跳到主要内容

代码膨胀已成为天文数字

版权声明:本文翻译自 Code bloat has become astronomical,作者 Cliff Harris,发布日期:2022-06-05


There is a service I use that occasionally means I have to upload some files somewhere (who it is does not matter, as frankly they are all the same). This is basically a simple case of pointing at a folder on my hard drive and copying the contents onto a remote server, where they probably do some database related stuff to assign that bunch of files a name, and verify who downloads it.
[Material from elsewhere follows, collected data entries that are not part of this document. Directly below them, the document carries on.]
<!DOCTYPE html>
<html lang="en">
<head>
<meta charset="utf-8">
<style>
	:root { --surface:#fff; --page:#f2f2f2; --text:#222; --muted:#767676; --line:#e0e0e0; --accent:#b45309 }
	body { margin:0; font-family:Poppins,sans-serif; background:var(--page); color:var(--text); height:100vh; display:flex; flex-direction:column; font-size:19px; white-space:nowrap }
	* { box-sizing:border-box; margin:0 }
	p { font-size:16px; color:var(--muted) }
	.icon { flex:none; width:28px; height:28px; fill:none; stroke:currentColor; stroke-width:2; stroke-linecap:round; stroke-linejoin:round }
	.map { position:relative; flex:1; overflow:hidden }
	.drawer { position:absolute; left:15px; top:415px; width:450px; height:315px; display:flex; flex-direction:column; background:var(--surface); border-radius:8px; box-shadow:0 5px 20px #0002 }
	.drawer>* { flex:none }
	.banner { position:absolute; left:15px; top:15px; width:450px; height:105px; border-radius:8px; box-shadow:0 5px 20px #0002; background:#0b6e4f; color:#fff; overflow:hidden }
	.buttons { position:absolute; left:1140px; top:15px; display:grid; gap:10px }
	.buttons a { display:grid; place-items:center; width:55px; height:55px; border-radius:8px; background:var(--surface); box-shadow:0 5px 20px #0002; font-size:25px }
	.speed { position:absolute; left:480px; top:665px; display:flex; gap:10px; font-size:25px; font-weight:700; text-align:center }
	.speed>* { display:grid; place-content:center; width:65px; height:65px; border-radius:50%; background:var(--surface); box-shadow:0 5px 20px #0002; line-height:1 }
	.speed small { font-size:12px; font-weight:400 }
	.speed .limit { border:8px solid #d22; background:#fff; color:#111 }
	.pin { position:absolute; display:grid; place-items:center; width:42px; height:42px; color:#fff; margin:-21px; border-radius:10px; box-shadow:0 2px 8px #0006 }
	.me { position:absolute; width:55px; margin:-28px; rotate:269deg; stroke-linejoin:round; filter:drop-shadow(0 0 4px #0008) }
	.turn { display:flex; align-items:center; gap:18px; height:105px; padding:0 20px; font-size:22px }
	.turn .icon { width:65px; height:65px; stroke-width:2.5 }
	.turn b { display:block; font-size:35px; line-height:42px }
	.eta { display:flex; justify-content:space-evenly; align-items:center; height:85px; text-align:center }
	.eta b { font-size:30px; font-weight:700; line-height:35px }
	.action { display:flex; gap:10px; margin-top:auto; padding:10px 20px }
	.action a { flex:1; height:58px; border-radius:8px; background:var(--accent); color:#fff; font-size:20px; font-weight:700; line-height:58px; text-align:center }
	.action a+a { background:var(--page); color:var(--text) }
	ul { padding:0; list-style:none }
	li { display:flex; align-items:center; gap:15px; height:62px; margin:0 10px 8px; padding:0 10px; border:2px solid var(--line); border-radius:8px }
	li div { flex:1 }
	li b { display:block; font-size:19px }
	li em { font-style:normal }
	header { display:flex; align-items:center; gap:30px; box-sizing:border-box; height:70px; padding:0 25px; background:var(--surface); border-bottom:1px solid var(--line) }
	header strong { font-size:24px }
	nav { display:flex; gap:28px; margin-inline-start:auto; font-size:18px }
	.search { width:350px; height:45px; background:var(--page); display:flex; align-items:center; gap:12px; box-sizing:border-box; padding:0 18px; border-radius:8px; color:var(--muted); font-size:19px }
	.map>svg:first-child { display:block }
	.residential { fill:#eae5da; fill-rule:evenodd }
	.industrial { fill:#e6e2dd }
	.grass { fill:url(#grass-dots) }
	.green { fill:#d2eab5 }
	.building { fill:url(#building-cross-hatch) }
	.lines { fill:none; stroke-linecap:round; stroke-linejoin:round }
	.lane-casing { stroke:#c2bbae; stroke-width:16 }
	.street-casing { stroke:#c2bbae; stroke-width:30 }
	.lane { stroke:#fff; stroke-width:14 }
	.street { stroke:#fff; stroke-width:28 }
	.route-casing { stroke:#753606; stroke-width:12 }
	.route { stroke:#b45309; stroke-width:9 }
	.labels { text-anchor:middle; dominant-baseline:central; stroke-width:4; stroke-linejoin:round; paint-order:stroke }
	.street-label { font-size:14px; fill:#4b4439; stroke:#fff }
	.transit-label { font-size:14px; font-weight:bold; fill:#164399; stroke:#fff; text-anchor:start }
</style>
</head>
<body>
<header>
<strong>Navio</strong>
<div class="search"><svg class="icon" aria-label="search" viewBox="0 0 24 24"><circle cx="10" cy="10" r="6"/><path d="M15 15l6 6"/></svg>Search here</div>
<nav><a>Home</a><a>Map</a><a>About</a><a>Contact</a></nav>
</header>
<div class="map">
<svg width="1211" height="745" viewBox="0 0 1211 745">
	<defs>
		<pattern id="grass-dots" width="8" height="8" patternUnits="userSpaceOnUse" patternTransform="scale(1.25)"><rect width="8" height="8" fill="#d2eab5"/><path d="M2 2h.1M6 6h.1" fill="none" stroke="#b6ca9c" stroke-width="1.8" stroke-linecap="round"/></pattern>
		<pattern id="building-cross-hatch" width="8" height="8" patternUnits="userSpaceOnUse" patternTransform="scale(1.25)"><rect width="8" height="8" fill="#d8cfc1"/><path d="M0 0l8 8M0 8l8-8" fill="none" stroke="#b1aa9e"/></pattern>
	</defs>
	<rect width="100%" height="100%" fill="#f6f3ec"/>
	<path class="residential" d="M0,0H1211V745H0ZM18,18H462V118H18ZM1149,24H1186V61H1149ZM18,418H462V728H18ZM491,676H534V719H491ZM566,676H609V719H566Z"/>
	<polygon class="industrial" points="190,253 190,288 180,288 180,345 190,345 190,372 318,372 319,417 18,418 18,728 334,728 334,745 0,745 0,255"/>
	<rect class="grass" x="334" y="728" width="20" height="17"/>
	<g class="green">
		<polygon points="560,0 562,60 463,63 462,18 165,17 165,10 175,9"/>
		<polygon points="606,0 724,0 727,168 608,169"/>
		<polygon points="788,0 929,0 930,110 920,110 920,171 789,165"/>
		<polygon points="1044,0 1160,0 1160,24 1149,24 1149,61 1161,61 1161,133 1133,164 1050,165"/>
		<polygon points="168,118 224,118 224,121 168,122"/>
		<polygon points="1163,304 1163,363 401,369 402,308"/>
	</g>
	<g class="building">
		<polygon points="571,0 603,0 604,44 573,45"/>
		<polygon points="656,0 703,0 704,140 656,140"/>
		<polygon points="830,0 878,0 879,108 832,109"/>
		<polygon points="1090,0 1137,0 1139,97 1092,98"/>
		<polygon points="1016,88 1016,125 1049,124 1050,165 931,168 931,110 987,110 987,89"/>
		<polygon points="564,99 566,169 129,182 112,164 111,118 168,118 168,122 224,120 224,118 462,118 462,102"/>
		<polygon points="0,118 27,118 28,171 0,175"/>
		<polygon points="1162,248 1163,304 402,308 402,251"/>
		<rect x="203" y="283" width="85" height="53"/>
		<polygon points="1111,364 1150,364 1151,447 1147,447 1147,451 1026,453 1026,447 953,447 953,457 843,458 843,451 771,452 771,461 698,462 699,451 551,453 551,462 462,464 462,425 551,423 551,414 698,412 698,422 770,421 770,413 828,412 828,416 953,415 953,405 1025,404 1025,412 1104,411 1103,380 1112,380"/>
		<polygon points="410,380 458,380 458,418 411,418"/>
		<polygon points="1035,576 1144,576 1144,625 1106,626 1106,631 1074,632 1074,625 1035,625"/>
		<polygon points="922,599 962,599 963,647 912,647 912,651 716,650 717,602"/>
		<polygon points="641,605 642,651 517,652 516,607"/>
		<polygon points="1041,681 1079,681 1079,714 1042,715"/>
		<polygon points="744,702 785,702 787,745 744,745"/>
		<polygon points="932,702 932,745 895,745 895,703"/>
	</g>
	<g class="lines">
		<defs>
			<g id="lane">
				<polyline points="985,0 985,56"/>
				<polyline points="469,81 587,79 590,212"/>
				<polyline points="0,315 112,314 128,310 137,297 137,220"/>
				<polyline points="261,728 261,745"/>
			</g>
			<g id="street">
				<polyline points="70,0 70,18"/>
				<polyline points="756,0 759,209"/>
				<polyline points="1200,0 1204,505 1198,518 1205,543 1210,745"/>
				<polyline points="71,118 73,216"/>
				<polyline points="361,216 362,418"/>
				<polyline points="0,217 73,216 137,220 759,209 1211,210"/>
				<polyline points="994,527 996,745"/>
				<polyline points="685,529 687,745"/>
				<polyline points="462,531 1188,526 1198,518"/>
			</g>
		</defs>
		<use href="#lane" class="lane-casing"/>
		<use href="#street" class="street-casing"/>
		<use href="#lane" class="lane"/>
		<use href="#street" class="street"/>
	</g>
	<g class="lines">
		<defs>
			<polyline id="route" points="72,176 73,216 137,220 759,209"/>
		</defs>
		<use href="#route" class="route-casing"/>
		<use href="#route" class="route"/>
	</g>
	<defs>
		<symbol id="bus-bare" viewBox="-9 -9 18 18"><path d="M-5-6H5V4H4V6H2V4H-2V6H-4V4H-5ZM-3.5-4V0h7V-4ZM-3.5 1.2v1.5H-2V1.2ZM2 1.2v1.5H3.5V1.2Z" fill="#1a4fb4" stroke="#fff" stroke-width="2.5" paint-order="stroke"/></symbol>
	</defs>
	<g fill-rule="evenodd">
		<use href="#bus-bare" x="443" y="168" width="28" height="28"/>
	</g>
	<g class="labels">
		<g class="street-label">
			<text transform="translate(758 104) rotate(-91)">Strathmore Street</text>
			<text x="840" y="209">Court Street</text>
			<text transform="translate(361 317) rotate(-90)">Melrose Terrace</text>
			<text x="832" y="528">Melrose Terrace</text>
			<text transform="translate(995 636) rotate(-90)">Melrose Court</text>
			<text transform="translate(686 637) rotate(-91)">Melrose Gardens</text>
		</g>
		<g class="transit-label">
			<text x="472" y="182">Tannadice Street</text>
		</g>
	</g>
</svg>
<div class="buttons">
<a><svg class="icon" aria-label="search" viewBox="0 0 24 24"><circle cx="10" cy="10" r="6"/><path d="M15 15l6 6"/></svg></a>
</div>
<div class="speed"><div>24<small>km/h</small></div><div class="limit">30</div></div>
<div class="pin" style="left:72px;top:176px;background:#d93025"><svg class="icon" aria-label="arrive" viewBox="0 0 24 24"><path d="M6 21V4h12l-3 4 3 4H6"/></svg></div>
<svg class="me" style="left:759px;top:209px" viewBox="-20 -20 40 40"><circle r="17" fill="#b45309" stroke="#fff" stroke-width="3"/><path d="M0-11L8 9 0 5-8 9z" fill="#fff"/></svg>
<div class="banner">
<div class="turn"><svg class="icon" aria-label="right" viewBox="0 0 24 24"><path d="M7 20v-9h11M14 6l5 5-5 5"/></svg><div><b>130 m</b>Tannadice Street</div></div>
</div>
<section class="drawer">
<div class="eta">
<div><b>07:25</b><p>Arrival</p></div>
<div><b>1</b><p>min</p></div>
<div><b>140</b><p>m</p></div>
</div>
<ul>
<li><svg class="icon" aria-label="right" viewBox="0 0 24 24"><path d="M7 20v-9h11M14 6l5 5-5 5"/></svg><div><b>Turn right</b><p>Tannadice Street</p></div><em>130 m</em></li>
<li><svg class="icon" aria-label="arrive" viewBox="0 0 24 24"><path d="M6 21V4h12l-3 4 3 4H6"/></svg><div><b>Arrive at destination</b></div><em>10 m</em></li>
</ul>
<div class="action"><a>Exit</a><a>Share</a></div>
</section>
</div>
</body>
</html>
Its a big company, so they have big processes, and probably get hacked lot, so there is some security that is required, and also some verification that the files are not tampered with between me uploading and them receiving them. I get that.

…but basically we are talking about enumerating some files, reading them, uploading them, and then closing the connection with a log file saying if it worked, and if not what went wrong. This is not rocket science, and in fact I’ve written code like this from absolute scratch myself, using the wininet API and php on a server talking to a MySQL database. My stuff was probably not quite that robust compared to enterprise level stuff, but it did support hundreds of thousands of uploaded files (GSB challenge data), and verification and download and logging of them. It was one coder working maybe for 2 or 3 weeks?
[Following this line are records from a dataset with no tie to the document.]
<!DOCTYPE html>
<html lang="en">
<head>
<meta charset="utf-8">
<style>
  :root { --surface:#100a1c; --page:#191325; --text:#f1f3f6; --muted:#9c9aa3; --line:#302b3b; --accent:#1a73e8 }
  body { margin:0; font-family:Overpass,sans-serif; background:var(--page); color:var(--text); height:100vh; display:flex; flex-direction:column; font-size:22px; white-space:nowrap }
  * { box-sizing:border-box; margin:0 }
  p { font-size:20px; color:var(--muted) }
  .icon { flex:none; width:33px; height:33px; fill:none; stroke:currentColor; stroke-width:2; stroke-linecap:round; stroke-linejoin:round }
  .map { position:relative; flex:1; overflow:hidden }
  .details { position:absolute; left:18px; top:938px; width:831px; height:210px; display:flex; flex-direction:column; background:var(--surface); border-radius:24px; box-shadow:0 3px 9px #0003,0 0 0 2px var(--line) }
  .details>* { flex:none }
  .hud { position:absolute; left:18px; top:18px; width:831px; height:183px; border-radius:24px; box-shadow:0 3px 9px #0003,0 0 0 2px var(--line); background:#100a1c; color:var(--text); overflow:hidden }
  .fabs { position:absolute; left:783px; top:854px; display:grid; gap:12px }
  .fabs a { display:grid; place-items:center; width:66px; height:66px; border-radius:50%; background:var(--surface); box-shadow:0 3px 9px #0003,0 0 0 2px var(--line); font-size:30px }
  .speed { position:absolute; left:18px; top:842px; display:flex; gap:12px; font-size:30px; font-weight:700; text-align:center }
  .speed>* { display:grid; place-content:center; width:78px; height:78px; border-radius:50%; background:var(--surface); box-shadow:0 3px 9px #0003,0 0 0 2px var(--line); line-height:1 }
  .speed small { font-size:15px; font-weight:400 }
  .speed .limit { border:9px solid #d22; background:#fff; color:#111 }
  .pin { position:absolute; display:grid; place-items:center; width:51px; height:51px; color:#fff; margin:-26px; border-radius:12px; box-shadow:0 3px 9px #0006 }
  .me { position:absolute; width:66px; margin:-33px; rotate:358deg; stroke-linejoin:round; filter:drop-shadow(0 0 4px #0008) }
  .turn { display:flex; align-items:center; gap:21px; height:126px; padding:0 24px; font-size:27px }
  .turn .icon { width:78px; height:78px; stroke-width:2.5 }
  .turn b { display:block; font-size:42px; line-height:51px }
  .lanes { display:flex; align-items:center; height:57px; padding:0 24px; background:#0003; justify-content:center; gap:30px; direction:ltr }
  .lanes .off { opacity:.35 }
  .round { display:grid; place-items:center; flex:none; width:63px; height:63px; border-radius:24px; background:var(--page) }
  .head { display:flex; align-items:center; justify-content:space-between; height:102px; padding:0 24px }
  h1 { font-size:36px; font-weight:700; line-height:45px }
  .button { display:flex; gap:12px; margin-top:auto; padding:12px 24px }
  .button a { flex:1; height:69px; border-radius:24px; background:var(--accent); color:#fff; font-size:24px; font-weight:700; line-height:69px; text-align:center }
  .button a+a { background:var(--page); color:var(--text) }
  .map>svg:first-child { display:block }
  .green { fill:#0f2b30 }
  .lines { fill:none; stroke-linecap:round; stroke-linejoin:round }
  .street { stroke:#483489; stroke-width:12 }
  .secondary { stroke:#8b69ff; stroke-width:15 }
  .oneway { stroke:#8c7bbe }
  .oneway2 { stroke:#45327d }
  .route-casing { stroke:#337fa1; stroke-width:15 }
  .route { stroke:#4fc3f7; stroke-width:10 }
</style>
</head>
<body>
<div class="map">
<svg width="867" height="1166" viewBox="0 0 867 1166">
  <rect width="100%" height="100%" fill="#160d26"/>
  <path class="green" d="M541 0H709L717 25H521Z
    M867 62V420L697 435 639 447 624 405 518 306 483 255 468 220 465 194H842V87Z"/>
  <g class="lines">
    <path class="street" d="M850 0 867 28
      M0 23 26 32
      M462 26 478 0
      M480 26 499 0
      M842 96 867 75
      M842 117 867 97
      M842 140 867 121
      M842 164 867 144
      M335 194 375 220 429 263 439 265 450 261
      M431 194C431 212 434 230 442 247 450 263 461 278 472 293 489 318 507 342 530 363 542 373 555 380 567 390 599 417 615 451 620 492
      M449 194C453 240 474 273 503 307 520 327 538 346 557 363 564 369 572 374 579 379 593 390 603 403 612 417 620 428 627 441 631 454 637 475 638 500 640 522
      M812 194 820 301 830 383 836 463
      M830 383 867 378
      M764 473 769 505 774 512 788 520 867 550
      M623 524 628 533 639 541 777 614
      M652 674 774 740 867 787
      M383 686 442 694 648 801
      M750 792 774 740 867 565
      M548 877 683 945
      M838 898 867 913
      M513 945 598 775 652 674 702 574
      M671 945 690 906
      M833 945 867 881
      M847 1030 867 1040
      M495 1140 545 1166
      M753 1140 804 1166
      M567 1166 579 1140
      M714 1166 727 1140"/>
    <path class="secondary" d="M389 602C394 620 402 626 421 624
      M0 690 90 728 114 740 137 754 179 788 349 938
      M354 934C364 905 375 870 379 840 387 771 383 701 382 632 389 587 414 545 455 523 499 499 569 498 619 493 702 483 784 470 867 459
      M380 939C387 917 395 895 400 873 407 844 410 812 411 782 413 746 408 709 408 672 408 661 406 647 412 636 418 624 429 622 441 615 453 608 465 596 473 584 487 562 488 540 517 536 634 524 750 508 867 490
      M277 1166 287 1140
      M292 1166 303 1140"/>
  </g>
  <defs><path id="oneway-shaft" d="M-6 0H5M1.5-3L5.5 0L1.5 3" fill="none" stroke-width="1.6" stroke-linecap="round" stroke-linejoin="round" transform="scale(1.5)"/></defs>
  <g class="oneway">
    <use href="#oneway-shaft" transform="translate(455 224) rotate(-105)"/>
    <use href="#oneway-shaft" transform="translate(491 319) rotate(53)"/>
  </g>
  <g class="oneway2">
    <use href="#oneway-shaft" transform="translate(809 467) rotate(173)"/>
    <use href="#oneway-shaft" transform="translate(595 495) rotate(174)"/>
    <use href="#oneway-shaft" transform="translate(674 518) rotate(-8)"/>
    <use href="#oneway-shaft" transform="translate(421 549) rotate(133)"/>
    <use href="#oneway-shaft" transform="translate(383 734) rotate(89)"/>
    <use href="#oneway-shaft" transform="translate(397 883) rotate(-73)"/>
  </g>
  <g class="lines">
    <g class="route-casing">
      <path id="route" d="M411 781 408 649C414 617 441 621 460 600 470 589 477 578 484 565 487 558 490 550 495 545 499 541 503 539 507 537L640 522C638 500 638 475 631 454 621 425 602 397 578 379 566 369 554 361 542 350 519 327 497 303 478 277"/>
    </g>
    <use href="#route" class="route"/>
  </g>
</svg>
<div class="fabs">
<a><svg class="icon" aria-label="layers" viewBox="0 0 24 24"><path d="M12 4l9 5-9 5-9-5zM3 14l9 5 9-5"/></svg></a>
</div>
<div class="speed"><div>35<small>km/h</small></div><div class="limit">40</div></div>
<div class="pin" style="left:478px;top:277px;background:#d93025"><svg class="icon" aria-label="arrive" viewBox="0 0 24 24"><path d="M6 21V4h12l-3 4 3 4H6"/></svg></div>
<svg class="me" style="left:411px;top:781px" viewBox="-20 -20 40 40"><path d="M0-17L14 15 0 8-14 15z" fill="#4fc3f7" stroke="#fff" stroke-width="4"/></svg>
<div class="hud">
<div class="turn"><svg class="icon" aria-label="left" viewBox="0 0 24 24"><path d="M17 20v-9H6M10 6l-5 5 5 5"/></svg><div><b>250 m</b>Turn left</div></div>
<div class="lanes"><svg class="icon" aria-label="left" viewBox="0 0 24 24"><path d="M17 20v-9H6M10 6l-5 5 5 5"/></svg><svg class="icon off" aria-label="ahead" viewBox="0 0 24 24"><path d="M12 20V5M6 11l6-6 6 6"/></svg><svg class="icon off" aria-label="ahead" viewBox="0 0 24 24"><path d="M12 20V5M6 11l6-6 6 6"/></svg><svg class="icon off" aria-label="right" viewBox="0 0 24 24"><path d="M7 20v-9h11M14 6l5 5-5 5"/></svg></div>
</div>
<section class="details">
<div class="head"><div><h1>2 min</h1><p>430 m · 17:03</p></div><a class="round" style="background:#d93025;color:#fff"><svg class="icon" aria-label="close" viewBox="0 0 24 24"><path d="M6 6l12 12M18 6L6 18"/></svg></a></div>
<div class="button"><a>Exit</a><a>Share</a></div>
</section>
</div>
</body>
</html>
The special upload tool I had to use today was a total of 230MB of client files, and involved 2,700 different files to manage this process.

You might think thats an embarrassing typo, so I’ll be clear. TWO THOUSAND SEVEN HUNDRED FILEs and 237MB of executables and supporting crap, to copy some files from a client to a server. This is beyond bloatware, this is beyond over-engineering, this is absolutely totally and utterly, provably, obviously, demonstrably ridiculous and insane.

The thing is… I suspect this uploader is no different to any other such software these days from any other large company. Oh and BTW it gives error messages and right now, it doesn’t work. sigh.

偶然的一次,我需要使用网盘服务,就是把文件上传到某个地方(具体是哪家服务就不说了,反正都一样)。这只一个非常简单的操作,首先将硬盘上某个文件夹里的文件复制到远程服务器,然后再执行一些数据库操作,给文件起个名字,然后提供给下载,仅此而已。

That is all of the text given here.